I’m no Katherine Dunn, Stephen King, or Franz Kafka, but I like to write books. To date I’ve written four novels, a memoir, a children’s book, and will soon finish a draft of my first novella. This, of course, says nothing of the quality of any of those books, but it does speak to their completion. I write books.
When it comes to writing, resources are unlimited. Ubiquitous. And if you’re anything like me, the idea of reading a reference manual on writing, even when you love the craft, sounds freakin’ boring. When I was all amped up on writing my first novel some ten years ago, it seemed like a worthwhile venture, but one whose application—let alone entertainment value—quickly ran thin. Other than Mr. King’s excellent book, reading about writing is more than a little dull, and about as varied in its opinions (which are, at the end of the day, all any author has to offer) as parenting blogs or a debate on capital punishment.
Nonetheless, there are a handful of tidbits I’ve acquired (either experientially, or from someone else) that have been of tremendous value in my own writing. My books may or may not be any good, but I finish them. That’s what this advice is all about, finishing books. Writing well is up to you and, depending on who you ask, I may not even be the person to ask. But I know how to finish.
1. Outline the crap out of it.
My novels have all begun with a single idea, some randomly occurring notion mostly triggered by something else. I write it down. I think about it before I fall asleep for weeks. More ideas come, I write them down. I start doing whatever sort of research might be involved (writing Cannibals, for example, required several dull books about rabbits and physics). Eventually, there’s enough free-flow brainstorm and inspiration in the tank to actually structure an outline.
I decide how long the outlining process should take, how many days a week I can work on it, and for how many hours each day. I write a synopsis for the novel—the thing you’d read on the back cover. I make it longer. Then longer. I summarize the first, second, and third act. I figure out the conflict, the rising action, the climax… if all or any of those elements are involved. I work out how many chapters it might take to accommodate the story. I write synopses for each chapter. I write short (or long) bios for each and every character. I write descriptions for each location. I cross reference the characters and locations with the chapter outlines.

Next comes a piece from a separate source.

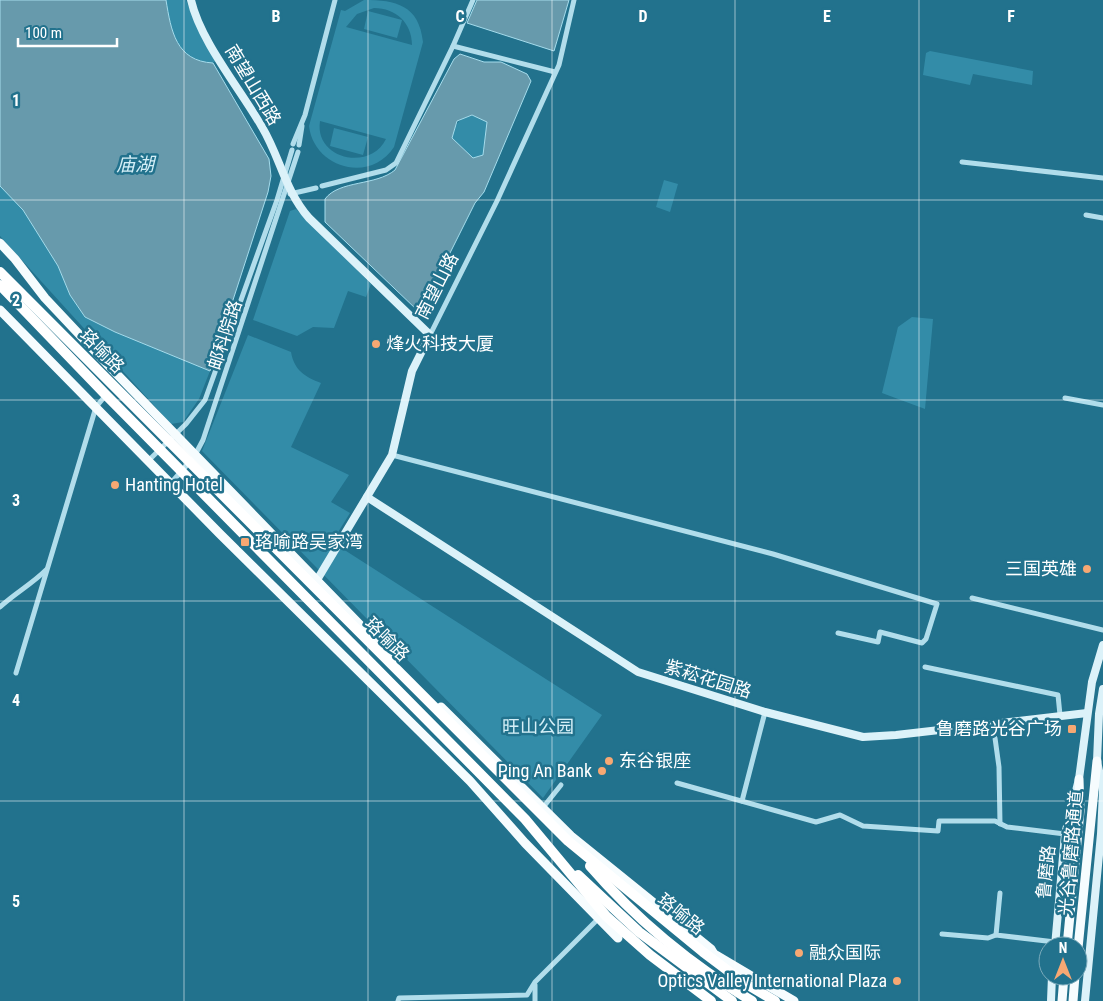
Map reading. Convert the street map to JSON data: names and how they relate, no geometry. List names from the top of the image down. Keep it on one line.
{"streets":{"highway":["珞喻路"],"main road":["光谷鲁磨路通道"],"street":["南望山西路","南望山路","邮科院路","紫菘花园路","鲁磨路"]},"crossings":[["南望山西路","南望山路"],["南望山西路","邮科院路"],["南望山路","珞喻路"],["南望山路","紫菘花园路"],["邮科院路","珞喻路"],["紫菘花园路","鲁磨路"],["光谷鲁磨路通道","鲁磨路"]],"water":["庙湖"],"parks":["旺山公园"],"places":{"other":["烽火科技大厦","Hanting Hotel","三国英雄","东谷银座","Ping An Bank","融众国际","Optics Valley International Plaza"],"transit":["珞喻路吴家湾","鲁磨路光谷广场"]},"scale_bar":"100 m","north":"top","grid":{"columns":["B","C","D","E","F"],"rows":["1","2","3","4","5"]}}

I put all my notes, research, and outlining in one place (a program called StoryMill).
Time to start the first draft.
2. Impose a deadline and daily quota, and meet it no matter what.
Writing exclusively out of inspiration is a great way to never finish a book. When I begin a first draft with the same imposition I’ve crafted for my outlining phase: A schedule, calendar, deadline and page quota. Before I had a full-time job, I worked 9am to 5pm five days a week, clocking in about 6 to 10 pages a day. During my last (and current) book, I was and am working full-time and have to relegate my once cushy writing schedule to three days a week, after work, five hours at a time, 20 pages each sessions. The roomy 9 to 5 schedule is comfortable, with time to make sandwiches, drink coffee and go on small research tangents. The three-days-a-week schedule is grueling, focused and exhausting, but I finished the dang book. I always work to finish my books in 6 to 12 weeks.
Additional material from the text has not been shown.